FEATURE | Conquering Canaries – Nantes’ record-breaking 1994/95 title triumph revisited

Nantes title triumph in the 1994-95 season was the first time since 1987-88 that a team other than Paris Saint-Germain or Marseille had won Division 1 (renamed Ligue 1 in 2002). It was a season without Marseille, who’d been demoted to Division 2, along with Valenciennes after being found guilty of match-fixing during the 1992-93 season. It was also the first time that three points were awarded for a win in French football.

Tale of the tape

The season marked a remarkable turnaround for Nantes. Just two years prior, they had been temporarily banished to Division 2 by the DNCG, French football’s financial regulator, before a swift reestablishment as FC Nantes Atlantique restored their place in Division 1. It was during this time that coach Jean-Claude Suaudeau reinstated jeu à la Nantaise, the ‘Nantes way’, a quick, attacking style of play underpinned by a development of academy players.

Working closely with youth coach Raynald Denoueix, Suaudeau brought through several exceptional talents who’d play a pivotal role in Nantes’ title triumph. Christian Karembeu, Reynald Pedros and Claude Makélélé provided athleticism and control in the midfield, while Japhet N’Doram, Patrice Loko and Nicolas Ouédec combined for 52 of Les Canaris 71 league goals. Nantes went on to record ten 3-0 wins during the campaign. The most significant of those came away to champions PSG, where a brace from N’Doram and a Loko strike delivered an emphatic statement of superiority.

The Parisians experienced a mixed season. They excelled in the cups, clinching a domestic cup double, and reaching the Champions League semi-final. However, the title defence proved a frustrating affair for Luis Fernandez’s star-studded squad. They lost nine times on the road, including 4-0 and 3-0 capitulations away to Rennes and Bordeaux.

Nantes’ closest challengers were Jean Tigana’s Lyon. They also relied on a coterie of academy talents, led by 21-year-old striker Florian Maurice, who netted 15 times in the league, and 24-year-old stopper Bruno N’Gotty. In the 3-1 home win over Cannes, seven academy players started for Les Gones. A key moment in their season came away to Metz, with Lyon leading 1-2 with thirty minutes to go. Heavy snow saw the contest scrapped after Metz officials claimed they did not have a snowblower to clear the pitch. It was later said that one was found hidden in Stade Saint-Symphorien. Lyon lost the rearranged fixture 2-1.

Caen and Sochaux were relegated, but 18th placed Saint-Étienne were given a reprieve when Marseille, champions of Division 2, were denied promotion.

Record breakers

It was Nantes’ seventh league title, their first since 1982-83. With only one loss all season, the club holds the record for the fewest losses in a French topflight season and the most consecutive matches unbeaten (32).
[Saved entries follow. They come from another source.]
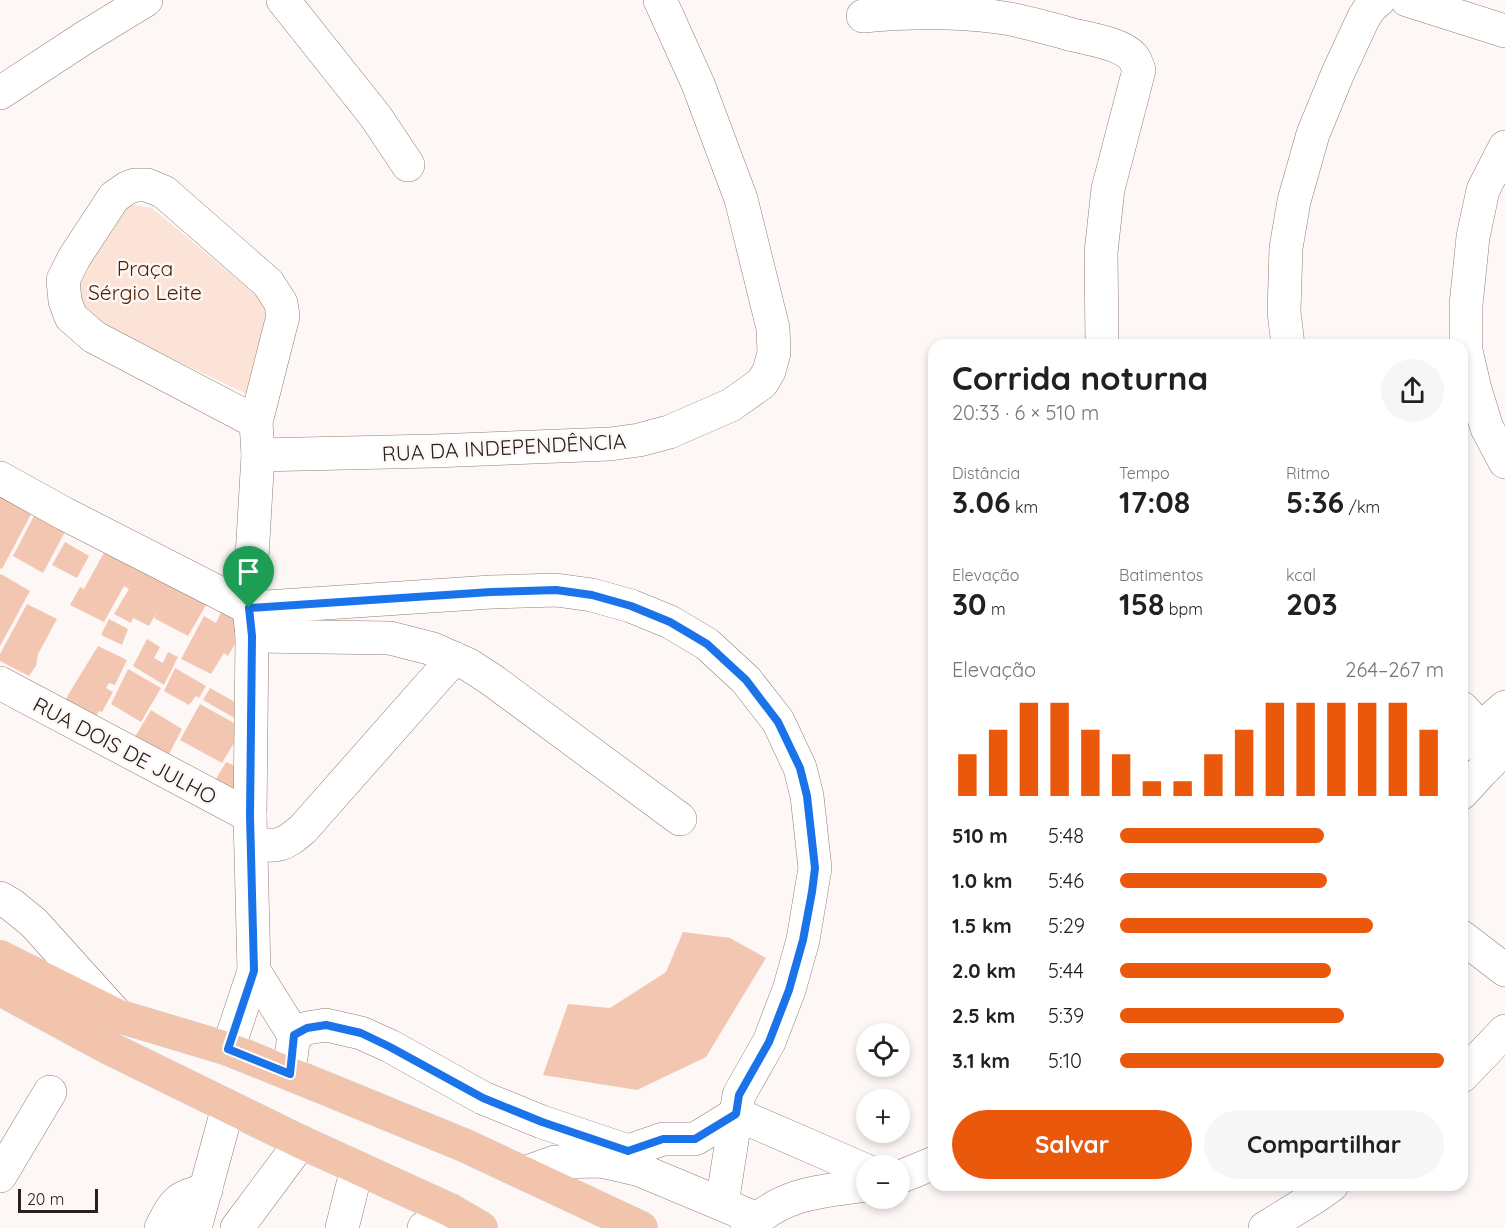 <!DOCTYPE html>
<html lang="pt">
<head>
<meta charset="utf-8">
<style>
  body { margin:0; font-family:Quicksand,sans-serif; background:#f6f6f6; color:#202124; height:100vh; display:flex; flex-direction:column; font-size:22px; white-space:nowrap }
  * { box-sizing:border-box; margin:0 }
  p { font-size:20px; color:#757577 }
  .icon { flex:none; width:33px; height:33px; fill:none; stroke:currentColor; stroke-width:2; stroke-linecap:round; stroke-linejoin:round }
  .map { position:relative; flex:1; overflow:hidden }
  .side { position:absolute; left:928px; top:339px; width:540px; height:852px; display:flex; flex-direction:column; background:#fff; border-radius:18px; box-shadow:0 3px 9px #0003 }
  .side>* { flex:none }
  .fabs { position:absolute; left:856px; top:1023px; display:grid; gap:12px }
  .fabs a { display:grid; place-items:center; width:54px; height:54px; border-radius:50%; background:#fff; box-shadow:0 3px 9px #0003; font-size:30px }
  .scale { position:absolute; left:18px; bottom:15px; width:80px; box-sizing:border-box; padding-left:6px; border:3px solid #28201c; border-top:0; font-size:16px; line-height:21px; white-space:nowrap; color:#28201c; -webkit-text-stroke:4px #fdf8f6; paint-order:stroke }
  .pin { position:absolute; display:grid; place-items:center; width:51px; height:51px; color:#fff; margin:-62px -26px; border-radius:50% 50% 50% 0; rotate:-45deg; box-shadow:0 0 6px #0007 }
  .pin .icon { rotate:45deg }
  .round { display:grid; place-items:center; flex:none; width:63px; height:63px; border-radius:32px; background:#f6f6f6 }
  .headline { display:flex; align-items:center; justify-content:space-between; height:102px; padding:0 24px }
  h1 { font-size:33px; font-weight:800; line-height:45px }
  .metrics { display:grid; grid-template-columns:repeat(3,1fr); gap:9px; height:102px; padding:6px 24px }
  .metrics div { display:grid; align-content:center }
  .metrics b { font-size:30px; font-weight:800 }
  .metrics small { font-size:16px; font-weight:400 }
  .metrics p { font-size:16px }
  .chart { height:168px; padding:12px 24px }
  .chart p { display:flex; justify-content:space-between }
  .chart svg { width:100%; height:108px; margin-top:6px; stroke:#ea580c; stroke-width:6 }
  .primary-button { display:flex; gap:12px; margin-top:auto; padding:12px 24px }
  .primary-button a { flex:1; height:69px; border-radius:36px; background:#ea580c; color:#fff; font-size:24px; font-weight:800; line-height:69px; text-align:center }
  .primary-button a+a { background:#f6f6f6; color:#202124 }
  ul { padding:0 24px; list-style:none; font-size:20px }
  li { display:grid; grid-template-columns:96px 72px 1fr; align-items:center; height:45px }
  li i { height:15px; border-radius:8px; background:#ea580c }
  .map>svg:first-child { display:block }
  .green { fill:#fbe3d8 }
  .building { fill:#f2c6b1 }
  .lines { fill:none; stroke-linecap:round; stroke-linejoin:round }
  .minor-casing { stroke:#927e74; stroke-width:34 }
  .major-casing { stroke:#d4d2d2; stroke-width:34 }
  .minor { stroke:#fff; stroke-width:33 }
  .major { stroke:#f2c4ac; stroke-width:33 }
  .route-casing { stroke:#fff; stroke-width:12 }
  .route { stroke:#1a73e8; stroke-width:8 }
  .labels { text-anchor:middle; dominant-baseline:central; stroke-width:5; stroke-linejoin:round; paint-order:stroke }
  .park-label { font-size:21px; fill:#511e00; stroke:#fdf8f6 }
  .street-label { font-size:21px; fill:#28201c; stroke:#fdf8f6 }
</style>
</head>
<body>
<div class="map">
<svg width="1505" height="1228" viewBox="0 0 1505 1228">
  <rect width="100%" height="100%" fill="#fdf8f6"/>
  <path class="green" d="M127,204L152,208L268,305L247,394L88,319L75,303L84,267Z"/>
  <g class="building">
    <path d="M0,487L37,503L2,569L0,568Z"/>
    <path d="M36,512L67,528L43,573L13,556Z"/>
    <path d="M65,542L89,556L77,578L52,565Z"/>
    <path d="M106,549L209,600L188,636L154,618L159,608L149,626L133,618L131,623L114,614L129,589L124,586L104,622L70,605L80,587L84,589Z"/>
    <path d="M1,574L30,591L0,646V575Z"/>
    <path d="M27,604L57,619L38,654L36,666L29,676L0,661V654Z"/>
    <path d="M222,610L235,618V634L239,637L228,656L224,653L211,674L181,659L204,616L216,623Z"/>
    <path d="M109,619L128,629L122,645L101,635Z"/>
    <path d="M147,639L160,647L154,658L163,663L168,652L178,657L164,685L133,666Z"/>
    <path d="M98,646L127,660L115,685L109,683L106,688L113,692L102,712L99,711L92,723L62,708L68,695Z"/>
    <path d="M175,668L206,686L199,698L196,696L189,705L164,691Z"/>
    <path d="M128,669L161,688L141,722L111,704Z"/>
    <path d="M210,688L242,706L238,720L203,700Z"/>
    <path d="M200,704L243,728L222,763L180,740Z"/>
    <path d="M151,710L182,729L166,760L132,742Z"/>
    <path d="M226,762L238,767L235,799L212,786Z"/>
    <path d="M683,932L730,938L766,958L706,1057L637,1090L543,1075L568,1004L610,1008L666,972Z"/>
  </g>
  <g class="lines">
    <g class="minor-casing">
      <g id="minor">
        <path d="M283,0L376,117L408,165"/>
        <path d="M1407,0L1505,31"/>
        <path d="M863,16C907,12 952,11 997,17C1022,20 1048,28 1073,35C1090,39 1122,44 1133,57C1136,61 1137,65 1139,70L1108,189L1101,252L1102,345"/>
        <path d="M0,93L87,36L146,0"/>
        <path d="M1505,147L1483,190L1473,237L1466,305V351L1475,389L1487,428L1505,462"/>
        <path d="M1288,345L1284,312L1286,248L1294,201L1313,134L1338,73L1364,17L1370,8L1379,0"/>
        <path d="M258,455L433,451L610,444L639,440L669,432L731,405L762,383L769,371L774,353L773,328L741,199L698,84L660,0"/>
        <path d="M0,478L65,514L249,608L491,592L556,590L592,595L631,606L670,622L707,644L746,680L778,721L800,768L807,796L815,868L803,940L789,990L769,1042L739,1095L722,1204"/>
        <path d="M252,636L390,638L433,649L469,665L492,680L680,819"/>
        <path d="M0,683L250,816"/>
        <path d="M1462,708L1481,728L1503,750"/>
        <path d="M1462,745L1505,707"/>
        <path d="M1462,793L1482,771L1505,748"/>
        <path d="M251,843C278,847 282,847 303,829L454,658"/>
        <path d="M0,898L12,905L34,923L117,1015"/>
        <path d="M1462,937L1505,970"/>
        <path d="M254,971L294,1035L291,1057"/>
        <path d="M294,1035L307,1028L326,1025L361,1033L390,1046L483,1098L542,1122L628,1151"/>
        <path d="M228,1049L254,971L250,816L252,636L249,608L258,455L256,422L283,316L281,303L268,283L164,192L147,185H135L127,188L114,197L74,258L63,280L65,301L71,317L94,337L256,422"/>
        <path d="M1462,1076L1505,1031"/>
        <path d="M608,1158L663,1139H695L736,1114L867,1171"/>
        <path d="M524,1173L555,1162L601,1161L640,1170L757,1219"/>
        <path d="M0,1176L50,1092"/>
        <path d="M900,1177L934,1163"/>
        <path d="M161,1228C175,1201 176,1198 206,1190"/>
        <path d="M195,1228L228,1107"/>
        <path d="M237,1228L301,1142"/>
        <path d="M342,1228L357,1168"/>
        <path d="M424,1228L450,1210"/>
        <path d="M747,1228C784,1192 819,1192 867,1185"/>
        <path d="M1265,1228L1315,1197L1332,1185"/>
      </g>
    </g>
    <g class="major-casing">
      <g id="major">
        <path d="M0,957L118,1016L228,1049L327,1089L466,1146L641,1228"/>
        <path d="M0,989L109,1048L301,1142L450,1210L481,1228"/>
      </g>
    </g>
    <use href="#minor" class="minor"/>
    <use href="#major" class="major"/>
  </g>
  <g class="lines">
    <g class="route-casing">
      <path id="route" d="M556,590L592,595L631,606L670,622L707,644L746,680L778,722L800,768L807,796L815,868L812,892L803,940L789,990L769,1042L739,1095L736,1114L695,1139H663L628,1151L542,1122L483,1098L390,1047L361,1033L326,1025L307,1028L294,1035L290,1074L228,1049L254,971L250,816L252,636L249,608L491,592Z"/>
    </g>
    <use href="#route" class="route"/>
  </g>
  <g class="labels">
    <g class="park-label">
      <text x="145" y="268">Praça<tspan x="145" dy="24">Sérgio Leite</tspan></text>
    </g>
    <g class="street-label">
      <text transform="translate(504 447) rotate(-3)">RUA DA INDEPENDÊNCIA</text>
      <text transform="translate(125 750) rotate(28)">RUA DOIS DE JULHO</text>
    </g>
  </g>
</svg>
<div class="fabs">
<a><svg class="icon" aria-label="locate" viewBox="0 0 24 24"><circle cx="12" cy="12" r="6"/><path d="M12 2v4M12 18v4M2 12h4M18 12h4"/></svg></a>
<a>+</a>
<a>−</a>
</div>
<div class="scale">20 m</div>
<div class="pin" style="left:249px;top:608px;background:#1e9e55"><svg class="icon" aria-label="arrive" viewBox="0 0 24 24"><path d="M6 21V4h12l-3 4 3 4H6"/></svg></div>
<section class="side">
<div class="headline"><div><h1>Corrida noturna</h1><p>20:33 · 6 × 510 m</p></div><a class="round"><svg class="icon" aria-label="share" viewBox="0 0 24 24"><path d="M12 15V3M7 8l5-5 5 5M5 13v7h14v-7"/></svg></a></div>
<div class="metrics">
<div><p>Distância</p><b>3.06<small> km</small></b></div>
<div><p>Tempo</p><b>17:08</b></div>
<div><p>Ritmo</p><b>5:36<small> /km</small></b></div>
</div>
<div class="metrics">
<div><p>Elevação</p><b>30<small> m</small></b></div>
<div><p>Batimentos</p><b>158<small> bpm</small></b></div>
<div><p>kcal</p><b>203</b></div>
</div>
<div class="chart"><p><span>Elevação</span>264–267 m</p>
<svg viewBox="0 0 160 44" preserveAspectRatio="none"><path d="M5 44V27M15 44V17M25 44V6M35 44V6M45 44V17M55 44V27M65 44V38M75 44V38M85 44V27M95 44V17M105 44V6M115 44V6M125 44V6M135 44V6M145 44V6M155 44V17"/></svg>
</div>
<ul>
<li><b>510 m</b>5:48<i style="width:63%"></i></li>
<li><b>1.0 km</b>5:46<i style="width:64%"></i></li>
<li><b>1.5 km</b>5:29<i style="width:78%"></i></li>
<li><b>2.0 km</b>5:44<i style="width:65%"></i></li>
<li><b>2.5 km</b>5:39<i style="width:69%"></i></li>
<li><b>3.1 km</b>5:10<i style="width:100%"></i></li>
</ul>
<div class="primary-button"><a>Salvar</a><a>Compartilhar</a></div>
</section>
</div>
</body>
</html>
It was equalled by PSG in the 2015-16 season.

How they stand today

Twelve of the 20 teams are playing in Ligue 1 today. Only PSG, Lyon and Rennes have played every season since in the topflight.

Auxerre, Bordeaux, Bastia and Caen are now in Ligue 2. Martigues and Sochaux compete in the third tier, and Cannes play in the fourth.

A glance at some of the season’s protagonists, at either end of the career spectrum

Just starting out

Thierry Henry

Aged 17, the 1998 World Cup winner made his professional debut with Monaco at the beginning of the season. Two years later he helped Monaco win their sixth title, providing the springboard for an illustrious career.

Jacques Santini

After finishing bottom with Sochaux, Santini became Lyon’s Technical Director, and then manager in 2000. After winning the French League Cup in 2001 and the league in 2002, he replaced Roger Lemerre as France manager.

Ludovic Giuly

The “Magic Elf” made his professional debut with Lyon midway through the season. He’d go on to play for Monaco, Barcelona, Roma, PSG, and Lorient, winning the Champions League with Barcelona in 2006.

Fading away

Ricardo Gomes

The Brazilian centre-back left for Benfica in the summer with compatriot Valdo, both of whom had arrived from Lisbon in 1991. In his second spell in Portugal, he won the Portuguese Cup, before retiring at the end of the season aged 31.

Claude Puel

It was the 33-year-old’s penultimate season before retirement. A one-club man, the tough-tackling midfielder played just under 600 times for Monaco, winning the league twice.

Manuel Amoros

Capped 82 times by France and a veteran of two European Championships and two World Cups, the right-back completed his final season with Lyon. He returned to Marseille for one last campaign before bringing his career to an end.